Every line below between the one holding "context.setLineDash(dash || []);" and the one holding "context.textAlign = isNaN(turn)", inclusive, should be copied exactly, and no other line.

══════════

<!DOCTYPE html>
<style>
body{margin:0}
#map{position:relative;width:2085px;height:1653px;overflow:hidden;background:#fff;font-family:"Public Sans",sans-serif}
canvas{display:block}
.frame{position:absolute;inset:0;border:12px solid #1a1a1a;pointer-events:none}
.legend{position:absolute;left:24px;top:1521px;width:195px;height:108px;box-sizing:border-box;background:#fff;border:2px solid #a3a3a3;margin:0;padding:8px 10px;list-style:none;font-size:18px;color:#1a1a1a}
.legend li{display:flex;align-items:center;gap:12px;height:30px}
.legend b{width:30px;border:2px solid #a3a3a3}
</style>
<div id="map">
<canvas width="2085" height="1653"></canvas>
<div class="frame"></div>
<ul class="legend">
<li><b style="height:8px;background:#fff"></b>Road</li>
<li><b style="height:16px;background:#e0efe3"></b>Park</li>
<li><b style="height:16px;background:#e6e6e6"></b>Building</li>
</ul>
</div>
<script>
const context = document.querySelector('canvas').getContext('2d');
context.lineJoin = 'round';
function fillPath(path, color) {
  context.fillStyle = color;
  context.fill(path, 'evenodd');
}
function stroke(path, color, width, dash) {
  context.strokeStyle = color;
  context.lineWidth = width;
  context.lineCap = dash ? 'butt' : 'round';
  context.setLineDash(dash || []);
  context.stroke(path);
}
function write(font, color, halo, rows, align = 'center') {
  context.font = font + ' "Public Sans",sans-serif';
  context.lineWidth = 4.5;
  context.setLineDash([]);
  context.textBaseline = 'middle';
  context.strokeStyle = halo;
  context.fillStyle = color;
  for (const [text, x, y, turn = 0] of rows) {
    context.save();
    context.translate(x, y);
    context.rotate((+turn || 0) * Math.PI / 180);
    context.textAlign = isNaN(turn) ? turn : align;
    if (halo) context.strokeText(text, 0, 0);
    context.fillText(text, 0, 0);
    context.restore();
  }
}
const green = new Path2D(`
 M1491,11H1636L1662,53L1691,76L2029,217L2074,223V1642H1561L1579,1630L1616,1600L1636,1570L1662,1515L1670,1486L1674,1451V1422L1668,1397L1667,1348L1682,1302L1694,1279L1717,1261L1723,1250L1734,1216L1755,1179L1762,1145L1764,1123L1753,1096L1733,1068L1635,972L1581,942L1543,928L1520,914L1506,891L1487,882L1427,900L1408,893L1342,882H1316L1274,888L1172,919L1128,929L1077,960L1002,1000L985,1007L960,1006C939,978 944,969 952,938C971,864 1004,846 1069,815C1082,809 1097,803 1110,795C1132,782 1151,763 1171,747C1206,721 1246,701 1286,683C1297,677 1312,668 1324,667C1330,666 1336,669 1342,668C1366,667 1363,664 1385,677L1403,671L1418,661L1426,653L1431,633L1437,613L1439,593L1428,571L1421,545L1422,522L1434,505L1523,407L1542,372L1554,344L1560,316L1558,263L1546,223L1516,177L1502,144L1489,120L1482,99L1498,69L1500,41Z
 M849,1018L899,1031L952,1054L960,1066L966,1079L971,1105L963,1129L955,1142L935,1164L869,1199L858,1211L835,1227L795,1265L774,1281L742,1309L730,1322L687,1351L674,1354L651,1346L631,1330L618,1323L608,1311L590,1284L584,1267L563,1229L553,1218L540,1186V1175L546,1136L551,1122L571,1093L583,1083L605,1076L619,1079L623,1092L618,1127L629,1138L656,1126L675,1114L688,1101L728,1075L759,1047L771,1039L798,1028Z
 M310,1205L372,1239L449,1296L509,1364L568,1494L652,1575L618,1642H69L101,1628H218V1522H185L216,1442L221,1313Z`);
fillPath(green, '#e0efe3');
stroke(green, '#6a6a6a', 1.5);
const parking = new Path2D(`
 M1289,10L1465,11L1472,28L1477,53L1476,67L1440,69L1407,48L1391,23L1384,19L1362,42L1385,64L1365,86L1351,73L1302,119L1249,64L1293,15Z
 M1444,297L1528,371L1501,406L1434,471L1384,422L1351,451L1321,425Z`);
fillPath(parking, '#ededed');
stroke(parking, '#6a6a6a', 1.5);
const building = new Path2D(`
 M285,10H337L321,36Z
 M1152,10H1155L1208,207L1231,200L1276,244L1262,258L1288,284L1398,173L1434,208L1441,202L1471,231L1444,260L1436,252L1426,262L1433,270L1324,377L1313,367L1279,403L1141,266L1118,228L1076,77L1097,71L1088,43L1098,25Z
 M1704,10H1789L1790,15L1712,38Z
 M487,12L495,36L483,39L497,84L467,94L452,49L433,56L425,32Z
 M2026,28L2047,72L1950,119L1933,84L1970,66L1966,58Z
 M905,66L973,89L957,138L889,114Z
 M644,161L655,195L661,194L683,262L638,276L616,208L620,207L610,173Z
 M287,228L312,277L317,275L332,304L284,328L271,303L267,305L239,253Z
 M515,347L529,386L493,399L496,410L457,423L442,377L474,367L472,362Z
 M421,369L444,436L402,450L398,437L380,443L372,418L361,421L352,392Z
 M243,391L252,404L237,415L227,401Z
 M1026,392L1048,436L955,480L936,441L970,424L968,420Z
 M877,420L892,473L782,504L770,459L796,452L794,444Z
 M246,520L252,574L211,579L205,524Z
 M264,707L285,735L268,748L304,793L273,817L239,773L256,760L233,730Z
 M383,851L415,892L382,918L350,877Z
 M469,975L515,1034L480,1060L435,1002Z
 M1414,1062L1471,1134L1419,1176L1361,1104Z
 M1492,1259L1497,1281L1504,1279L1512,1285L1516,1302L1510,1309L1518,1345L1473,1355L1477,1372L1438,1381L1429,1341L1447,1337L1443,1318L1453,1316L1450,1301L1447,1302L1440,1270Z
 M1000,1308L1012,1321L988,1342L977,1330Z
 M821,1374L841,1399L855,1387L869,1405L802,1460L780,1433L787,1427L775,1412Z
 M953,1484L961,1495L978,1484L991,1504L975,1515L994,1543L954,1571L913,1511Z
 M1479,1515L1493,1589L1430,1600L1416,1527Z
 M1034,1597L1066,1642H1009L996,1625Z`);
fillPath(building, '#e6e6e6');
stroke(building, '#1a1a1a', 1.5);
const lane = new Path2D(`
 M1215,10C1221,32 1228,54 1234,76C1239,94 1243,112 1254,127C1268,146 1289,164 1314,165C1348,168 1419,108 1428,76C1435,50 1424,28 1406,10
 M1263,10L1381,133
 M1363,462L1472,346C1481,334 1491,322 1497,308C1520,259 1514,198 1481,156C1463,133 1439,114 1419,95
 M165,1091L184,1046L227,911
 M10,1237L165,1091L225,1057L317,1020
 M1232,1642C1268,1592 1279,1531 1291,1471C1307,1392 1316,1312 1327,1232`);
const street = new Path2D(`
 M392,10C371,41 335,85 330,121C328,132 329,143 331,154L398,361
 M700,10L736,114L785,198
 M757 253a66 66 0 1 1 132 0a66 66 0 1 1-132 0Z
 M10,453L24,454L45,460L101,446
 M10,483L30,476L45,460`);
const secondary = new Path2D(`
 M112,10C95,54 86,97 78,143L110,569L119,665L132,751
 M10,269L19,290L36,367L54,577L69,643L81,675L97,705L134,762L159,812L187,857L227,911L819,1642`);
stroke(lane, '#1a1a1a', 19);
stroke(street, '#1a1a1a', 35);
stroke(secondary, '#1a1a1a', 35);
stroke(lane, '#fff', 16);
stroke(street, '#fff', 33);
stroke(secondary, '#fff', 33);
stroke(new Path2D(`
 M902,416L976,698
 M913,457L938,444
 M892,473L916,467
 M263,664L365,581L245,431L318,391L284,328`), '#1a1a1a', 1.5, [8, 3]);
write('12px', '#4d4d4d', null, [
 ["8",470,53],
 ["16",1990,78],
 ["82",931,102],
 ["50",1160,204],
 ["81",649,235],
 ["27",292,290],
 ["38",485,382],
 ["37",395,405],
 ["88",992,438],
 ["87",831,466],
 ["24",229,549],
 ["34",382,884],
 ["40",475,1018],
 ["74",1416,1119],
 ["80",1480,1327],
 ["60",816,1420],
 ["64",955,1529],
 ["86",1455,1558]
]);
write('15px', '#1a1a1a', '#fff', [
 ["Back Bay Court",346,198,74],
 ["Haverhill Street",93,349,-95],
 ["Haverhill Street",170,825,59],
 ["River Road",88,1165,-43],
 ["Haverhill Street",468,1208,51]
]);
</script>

══════════

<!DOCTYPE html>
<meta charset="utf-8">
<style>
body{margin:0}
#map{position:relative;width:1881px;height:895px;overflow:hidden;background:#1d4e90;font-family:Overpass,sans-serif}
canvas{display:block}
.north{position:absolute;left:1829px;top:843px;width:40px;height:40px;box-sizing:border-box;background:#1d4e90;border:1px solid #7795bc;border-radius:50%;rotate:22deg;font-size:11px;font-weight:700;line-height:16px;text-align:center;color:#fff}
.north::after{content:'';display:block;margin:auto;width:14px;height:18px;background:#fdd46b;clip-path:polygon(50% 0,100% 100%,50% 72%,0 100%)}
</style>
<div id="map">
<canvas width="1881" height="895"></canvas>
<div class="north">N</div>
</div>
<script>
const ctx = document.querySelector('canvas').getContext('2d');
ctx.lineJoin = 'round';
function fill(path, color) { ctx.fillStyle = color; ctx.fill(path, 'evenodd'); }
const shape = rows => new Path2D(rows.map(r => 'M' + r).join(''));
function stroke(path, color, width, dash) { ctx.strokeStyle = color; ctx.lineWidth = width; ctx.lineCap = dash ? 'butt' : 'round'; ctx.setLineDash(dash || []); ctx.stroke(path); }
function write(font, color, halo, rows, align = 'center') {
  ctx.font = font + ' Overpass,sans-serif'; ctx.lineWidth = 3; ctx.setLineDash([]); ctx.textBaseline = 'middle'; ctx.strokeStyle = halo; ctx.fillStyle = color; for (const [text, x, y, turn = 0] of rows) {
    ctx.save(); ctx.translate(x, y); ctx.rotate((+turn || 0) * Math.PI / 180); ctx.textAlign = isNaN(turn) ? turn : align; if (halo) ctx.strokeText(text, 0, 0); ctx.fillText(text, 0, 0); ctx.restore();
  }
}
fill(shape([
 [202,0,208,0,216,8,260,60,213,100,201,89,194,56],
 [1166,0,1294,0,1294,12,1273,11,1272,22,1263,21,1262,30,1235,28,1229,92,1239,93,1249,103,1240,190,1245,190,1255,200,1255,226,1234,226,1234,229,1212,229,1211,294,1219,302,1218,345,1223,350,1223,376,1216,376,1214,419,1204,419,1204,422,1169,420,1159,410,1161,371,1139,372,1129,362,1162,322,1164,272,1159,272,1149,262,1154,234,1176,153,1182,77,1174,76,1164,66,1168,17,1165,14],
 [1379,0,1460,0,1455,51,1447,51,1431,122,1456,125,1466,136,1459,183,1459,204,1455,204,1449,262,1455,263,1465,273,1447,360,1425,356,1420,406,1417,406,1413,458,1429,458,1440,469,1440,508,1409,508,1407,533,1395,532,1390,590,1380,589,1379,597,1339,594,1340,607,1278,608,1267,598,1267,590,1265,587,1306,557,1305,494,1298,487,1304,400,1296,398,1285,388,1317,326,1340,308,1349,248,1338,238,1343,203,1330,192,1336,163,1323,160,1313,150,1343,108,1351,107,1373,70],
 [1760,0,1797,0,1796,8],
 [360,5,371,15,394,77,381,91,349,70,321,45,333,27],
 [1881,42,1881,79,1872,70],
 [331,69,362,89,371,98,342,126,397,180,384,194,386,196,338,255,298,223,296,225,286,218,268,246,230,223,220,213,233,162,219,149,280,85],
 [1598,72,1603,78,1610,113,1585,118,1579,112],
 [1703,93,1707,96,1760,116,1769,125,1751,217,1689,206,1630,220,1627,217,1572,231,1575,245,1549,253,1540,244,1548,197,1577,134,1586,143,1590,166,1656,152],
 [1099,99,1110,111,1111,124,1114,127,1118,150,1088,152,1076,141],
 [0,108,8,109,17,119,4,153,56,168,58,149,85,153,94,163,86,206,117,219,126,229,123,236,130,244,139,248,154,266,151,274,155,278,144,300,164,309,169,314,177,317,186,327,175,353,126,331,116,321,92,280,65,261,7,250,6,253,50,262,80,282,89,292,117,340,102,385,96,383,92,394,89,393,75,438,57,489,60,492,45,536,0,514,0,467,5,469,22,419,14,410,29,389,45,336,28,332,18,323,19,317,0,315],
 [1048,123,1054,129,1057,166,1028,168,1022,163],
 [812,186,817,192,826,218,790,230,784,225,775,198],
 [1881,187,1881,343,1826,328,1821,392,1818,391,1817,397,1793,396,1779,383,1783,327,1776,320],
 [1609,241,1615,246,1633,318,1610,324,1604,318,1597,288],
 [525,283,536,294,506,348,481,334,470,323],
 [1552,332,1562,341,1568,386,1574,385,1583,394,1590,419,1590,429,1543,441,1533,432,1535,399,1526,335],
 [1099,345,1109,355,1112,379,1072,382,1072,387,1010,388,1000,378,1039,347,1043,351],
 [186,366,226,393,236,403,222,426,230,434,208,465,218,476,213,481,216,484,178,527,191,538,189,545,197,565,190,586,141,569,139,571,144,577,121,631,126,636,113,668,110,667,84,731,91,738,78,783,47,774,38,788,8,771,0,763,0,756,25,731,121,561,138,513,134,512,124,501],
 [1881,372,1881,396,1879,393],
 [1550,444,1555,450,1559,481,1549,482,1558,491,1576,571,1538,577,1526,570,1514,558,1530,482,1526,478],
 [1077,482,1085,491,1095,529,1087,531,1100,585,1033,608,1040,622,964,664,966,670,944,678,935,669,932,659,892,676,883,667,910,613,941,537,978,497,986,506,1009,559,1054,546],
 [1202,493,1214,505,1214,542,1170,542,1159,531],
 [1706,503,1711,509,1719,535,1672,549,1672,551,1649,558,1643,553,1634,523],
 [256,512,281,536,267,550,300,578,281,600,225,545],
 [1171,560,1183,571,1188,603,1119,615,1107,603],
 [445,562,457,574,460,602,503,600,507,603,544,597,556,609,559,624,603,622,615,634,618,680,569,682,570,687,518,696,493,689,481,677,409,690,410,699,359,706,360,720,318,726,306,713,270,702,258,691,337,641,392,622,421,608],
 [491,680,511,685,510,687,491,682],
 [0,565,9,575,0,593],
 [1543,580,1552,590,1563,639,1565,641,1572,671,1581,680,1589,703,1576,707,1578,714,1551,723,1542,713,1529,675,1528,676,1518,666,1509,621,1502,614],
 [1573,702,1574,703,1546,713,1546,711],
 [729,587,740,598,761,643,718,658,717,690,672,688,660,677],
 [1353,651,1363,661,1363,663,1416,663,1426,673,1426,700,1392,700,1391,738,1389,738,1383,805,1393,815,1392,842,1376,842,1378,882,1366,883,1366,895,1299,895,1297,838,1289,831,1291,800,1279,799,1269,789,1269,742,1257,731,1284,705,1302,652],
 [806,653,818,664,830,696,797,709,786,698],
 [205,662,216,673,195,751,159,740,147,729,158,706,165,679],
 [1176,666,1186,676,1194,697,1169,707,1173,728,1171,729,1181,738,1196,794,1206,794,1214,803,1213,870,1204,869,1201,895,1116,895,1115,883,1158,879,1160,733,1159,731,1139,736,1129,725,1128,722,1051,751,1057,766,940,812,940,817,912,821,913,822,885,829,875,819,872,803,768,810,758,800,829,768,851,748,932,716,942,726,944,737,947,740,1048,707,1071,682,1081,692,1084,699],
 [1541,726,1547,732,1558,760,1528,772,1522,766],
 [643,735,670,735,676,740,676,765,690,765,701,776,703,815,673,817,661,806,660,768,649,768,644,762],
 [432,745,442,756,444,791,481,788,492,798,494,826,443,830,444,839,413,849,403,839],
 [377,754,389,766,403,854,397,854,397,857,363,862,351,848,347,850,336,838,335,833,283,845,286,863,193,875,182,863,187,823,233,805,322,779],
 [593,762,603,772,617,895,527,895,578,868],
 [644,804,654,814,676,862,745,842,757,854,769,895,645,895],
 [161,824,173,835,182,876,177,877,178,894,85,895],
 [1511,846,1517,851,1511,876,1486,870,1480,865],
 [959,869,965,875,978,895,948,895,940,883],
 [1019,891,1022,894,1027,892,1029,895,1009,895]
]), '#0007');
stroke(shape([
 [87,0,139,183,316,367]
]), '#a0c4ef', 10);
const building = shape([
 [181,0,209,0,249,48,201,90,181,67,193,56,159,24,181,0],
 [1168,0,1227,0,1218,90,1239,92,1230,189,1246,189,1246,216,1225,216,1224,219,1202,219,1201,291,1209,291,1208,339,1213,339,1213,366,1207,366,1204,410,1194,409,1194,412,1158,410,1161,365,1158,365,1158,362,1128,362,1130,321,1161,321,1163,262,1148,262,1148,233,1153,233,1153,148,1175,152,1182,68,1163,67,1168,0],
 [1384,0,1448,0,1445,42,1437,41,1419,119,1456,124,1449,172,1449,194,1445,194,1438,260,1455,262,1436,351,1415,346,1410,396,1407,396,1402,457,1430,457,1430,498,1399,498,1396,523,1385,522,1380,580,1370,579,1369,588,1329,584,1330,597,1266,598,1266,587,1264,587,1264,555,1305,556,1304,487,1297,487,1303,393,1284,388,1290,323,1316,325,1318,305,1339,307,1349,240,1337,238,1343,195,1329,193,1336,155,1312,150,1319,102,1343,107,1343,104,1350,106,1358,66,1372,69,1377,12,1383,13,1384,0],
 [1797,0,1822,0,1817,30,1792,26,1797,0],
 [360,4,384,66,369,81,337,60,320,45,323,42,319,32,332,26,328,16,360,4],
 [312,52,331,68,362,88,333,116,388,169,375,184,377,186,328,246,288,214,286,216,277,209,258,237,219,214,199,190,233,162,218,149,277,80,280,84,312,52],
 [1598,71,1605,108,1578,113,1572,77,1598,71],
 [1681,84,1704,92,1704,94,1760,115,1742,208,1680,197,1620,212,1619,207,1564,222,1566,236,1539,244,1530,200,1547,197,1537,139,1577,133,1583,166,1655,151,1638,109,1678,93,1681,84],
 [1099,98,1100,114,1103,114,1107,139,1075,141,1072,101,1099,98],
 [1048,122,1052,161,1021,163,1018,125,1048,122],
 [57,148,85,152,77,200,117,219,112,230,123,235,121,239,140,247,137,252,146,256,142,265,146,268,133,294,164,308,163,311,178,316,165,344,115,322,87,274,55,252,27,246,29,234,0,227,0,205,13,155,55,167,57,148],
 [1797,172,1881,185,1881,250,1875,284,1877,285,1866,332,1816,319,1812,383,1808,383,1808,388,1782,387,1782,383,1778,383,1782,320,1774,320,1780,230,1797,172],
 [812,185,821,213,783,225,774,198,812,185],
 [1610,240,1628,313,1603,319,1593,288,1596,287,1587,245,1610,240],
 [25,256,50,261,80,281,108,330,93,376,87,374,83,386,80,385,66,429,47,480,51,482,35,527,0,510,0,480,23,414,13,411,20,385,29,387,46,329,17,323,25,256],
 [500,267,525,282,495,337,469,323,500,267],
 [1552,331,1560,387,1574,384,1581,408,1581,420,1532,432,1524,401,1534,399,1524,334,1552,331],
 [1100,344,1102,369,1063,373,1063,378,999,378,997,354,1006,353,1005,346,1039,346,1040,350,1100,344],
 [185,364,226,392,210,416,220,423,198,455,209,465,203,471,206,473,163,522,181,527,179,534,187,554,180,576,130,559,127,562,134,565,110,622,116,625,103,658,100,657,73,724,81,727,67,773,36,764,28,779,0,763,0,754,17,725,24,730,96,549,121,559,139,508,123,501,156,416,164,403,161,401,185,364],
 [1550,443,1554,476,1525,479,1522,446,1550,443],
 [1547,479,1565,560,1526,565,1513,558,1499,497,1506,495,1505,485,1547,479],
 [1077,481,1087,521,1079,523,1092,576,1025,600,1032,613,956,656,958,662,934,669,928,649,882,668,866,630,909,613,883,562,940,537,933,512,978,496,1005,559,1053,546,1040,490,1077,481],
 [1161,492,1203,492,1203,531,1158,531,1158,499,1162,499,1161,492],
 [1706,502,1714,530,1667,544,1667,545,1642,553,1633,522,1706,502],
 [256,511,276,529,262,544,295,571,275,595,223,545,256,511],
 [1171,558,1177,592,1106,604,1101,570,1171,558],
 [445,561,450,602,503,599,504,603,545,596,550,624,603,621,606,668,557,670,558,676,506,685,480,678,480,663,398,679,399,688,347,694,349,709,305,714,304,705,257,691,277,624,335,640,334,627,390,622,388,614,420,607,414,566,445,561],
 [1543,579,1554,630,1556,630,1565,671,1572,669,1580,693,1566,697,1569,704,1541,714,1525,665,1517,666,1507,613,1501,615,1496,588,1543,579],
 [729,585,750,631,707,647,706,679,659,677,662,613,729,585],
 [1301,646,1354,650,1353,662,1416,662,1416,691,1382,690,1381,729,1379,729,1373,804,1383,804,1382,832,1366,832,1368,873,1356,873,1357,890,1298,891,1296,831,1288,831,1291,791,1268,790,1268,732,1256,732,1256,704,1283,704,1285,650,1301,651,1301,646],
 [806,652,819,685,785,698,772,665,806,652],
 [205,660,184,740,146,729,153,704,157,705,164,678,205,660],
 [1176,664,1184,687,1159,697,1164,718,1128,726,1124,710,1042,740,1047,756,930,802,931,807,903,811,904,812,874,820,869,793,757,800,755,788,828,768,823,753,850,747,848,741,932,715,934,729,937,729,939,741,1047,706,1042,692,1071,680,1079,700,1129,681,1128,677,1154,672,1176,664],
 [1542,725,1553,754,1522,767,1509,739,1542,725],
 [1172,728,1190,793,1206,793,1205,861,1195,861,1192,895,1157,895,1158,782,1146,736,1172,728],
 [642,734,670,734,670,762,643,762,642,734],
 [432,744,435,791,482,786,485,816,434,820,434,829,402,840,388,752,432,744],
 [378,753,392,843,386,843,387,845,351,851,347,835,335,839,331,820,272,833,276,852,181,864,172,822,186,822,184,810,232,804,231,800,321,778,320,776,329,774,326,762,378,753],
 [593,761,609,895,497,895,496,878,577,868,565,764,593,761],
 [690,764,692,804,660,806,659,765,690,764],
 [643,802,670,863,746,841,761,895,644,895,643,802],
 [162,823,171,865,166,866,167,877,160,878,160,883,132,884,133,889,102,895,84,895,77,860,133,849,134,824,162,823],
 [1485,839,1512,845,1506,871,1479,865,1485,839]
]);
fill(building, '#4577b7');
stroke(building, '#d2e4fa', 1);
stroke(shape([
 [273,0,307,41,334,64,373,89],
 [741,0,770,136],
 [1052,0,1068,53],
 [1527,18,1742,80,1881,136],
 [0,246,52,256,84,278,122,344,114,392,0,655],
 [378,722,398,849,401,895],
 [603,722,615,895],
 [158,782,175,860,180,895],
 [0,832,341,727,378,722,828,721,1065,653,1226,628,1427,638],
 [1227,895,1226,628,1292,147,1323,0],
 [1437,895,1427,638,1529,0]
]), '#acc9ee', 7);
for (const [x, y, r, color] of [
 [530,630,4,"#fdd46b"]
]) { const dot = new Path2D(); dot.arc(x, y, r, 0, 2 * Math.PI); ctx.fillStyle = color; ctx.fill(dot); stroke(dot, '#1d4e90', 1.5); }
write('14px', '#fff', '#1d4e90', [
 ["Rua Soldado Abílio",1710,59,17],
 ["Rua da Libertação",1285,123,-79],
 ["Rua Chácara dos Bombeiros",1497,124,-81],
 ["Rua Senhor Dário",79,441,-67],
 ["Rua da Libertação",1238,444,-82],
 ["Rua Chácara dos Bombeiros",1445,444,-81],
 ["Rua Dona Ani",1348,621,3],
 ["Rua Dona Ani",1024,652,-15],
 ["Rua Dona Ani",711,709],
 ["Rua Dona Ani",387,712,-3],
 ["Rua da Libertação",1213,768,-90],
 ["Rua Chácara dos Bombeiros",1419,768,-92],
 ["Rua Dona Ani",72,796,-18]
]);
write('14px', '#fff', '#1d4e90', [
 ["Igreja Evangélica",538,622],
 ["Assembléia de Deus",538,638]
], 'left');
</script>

══════════

### [SOLUTION TO THIS EXERCISE]
  context.setLineDash(dash || []);
  context.stroke(path);
}
function write(font, color, halo, rows, align = 'center') {
  context.font = font + ' "Public Sans",sans-serif';
  context.lineWidth = 4.5;
  context.setLineDash([]);
  context.textBaseline = 'middle';
  context.strokeStyle = halo;
  context.fillStyle = color;
  for (const [text, x, y, turn = 0] of rows) {
    context.save();
    context.translate(x, y);
    context.rotate((+turn || 0) * Math.PI / 180);
    context.textAlign = isNaN(turn) ? turn : align;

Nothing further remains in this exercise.